WORK TO BE COMPLETED =>
Find the line with "I am building" in the data below, then restate it and all remaining lines exactly, adding nothing.

(Stored items)

*** Block opens ***

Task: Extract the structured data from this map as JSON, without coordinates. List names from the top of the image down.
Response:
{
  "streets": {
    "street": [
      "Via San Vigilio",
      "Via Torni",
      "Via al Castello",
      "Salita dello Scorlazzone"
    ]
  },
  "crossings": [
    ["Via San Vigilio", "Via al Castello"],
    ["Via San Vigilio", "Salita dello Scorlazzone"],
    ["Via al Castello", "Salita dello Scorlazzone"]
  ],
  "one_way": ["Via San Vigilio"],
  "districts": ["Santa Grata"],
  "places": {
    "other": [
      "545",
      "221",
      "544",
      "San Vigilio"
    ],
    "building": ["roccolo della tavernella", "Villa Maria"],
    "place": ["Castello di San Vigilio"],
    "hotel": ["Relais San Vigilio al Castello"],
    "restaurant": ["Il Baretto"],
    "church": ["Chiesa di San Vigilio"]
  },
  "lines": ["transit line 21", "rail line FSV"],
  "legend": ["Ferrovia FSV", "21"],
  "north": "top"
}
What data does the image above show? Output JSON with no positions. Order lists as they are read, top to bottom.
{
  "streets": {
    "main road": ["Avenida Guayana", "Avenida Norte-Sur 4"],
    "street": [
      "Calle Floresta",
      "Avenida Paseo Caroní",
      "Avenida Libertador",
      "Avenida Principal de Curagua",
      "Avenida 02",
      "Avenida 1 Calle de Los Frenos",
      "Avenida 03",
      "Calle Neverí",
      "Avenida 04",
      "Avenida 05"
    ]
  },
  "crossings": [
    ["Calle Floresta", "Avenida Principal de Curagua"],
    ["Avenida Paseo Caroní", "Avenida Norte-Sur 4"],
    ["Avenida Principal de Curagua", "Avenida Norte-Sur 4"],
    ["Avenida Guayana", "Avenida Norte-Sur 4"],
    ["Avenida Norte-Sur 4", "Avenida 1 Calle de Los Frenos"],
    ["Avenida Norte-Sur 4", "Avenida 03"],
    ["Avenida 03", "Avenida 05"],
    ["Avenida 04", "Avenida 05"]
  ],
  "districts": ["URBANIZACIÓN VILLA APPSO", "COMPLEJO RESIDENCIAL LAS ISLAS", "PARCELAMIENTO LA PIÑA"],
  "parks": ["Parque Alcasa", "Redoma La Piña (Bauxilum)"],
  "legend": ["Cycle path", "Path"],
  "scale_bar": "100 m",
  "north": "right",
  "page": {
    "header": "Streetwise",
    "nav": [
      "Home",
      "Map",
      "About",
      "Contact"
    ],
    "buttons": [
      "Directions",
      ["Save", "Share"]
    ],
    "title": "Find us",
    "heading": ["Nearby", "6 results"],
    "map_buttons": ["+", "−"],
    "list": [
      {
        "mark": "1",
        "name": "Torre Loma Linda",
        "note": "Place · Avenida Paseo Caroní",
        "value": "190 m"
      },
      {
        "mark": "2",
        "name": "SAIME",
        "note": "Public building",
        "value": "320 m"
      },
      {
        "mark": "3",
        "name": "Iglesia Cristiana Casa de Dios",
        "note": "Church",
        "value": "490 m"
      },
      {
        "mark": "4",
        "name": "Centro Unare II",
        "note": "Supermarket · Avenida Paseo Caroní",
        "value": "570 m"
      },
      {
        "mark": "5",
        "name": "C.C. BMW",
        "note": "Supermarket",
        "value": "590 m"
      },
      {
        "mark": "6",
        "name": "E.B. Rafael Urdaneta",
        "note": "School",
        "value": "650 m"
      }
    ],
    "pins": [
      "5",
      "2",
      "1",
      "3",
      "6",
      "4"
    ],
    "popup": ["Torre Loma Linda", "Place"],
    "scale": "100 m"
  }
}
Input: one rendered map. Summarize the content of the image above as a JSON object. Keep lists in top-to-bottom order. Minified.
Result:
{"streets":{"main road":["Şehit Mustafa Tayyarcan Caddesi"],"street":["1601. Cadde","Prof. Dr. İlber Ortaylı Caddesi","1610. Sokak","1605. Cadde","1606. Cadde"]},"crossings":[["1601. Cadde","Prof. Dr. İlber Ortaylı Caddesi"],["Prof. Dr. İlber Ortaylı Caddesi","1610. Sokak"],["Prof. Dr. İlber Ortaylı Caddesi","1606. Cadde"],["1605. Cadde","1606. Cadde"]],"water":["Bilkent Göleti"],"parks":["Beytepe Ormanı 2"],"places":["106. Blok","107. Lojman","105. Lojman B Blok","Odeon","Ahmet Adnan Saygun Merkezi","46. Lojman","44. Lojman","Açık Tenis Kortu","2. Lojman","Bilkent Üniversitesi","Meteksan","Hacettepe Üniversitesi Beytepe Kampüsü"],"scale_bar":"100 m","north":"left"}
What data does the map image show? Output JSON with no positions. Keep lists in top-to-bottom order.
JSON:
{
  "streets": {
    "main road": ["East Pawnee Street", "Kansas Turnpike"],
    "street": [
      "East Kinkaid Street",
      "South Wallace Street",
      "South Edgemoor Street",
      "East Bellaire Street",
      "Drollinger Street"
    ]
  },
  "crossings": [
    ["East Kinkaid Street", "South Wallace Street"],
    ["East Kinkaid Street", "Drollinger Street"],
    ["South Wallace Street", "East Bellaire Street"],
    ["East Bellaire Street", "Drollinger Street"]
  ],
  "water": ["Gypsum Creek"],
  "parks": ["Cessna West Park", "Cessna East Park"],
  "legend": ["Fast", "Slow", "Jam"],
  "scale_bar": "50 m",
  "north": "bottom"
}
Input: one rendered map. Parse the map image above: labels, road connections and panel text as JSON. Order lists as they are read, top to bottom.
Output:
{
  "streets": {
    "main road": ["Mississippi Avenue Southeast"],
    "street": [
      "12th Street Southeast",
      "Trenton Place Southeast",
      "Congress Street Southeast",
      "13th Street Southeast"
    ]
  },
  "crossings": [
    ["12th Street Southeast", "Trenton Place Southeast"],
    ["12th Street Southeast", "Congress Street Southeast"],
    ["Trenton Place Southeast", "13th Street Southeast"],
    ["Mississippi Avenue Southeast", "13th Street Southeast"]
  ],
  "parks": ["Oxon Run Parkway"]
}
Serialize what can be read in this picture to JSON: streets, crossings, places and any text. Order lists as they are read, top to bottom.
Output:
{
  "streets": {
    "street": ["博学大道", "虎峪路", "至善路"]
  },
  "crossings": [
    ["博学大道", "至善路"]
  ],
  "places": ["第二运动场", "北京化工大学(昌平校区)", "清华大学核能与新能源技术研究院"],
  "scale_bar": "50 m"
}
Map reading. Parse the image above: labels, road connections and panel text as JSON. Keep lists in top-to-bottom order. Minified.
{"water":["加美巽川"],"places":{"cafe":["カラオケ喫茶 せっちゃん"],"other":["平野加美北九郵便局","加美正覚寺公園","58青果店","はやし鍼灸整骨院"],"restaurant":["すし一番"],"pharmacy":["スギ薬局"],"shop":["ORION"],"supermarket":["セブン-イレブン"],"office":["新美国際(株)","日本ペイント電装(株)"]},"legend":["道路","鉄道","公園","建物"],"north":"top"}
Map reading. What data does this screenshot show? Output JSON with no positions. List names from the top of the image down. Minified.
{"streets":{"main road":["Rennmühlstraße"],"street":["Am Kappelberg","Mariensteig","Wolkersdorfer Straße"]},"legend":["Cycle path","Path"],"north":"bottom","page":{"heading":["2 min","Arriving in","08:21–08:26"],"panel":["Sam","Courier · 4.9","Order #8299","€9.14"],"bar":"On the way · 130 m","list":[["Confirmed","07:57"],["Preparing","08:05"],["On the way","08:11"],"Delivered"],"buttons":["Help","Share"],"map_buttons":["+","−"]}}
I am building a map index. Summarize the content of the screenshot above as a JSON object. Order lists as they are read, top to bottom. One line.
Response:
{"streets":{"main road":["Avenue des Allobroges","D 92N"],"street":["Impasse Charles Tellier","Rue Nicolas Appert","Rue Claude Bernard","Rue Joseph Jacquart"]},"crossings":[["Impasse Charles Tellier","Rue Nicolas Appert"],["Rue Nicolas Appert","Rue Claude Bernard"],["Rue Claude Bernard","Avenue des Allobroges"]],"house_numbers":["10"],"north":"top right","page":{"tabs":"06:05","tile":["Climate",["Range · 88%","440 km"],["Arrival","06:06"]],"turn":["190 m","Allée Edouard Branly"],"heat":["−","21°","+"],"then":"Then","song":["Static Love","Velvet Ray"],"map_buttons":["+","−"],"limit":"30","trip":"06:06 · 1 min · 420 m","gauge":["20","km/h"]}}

*** Block closes ***

ANSWER TO THIS TASK =>
I am building a map index. Summarize the content of the screenshot above as a JSON object. Order lists as they are read, top to bottom. One line.
Response:
{"streets":{"main road":["Avenue des Allobroges","D 92N"],"street":["Impasse Charles Tellier","Rue Nicolas Appert","Rue Claude Bernard","Rue Joseph Jacquart"]},"crossings":[["Impasse Charles Tellier","Rue Nicolas Appert"],["Rue Nicolas Appert","Rue Claude Bernard"],["Rue Claude Bernard","Avenue des Allobroges"]],"house_numbers":["10"],"north":"top right","page":{"tabs":"06:05","tile":["Climate",["Range · 88%","440 km"],["Arrival","06:06"]],"turn":["190 m","Allée Edouard Branly"],"heat":["−","21°","+"],"then":"Then","song":["Static Love","Velvet Ray"],"map_buttons":["+","−"],"limit":"30","trip":"06:06 · 1 min · 420 m","gauge":["20","km/h"]}}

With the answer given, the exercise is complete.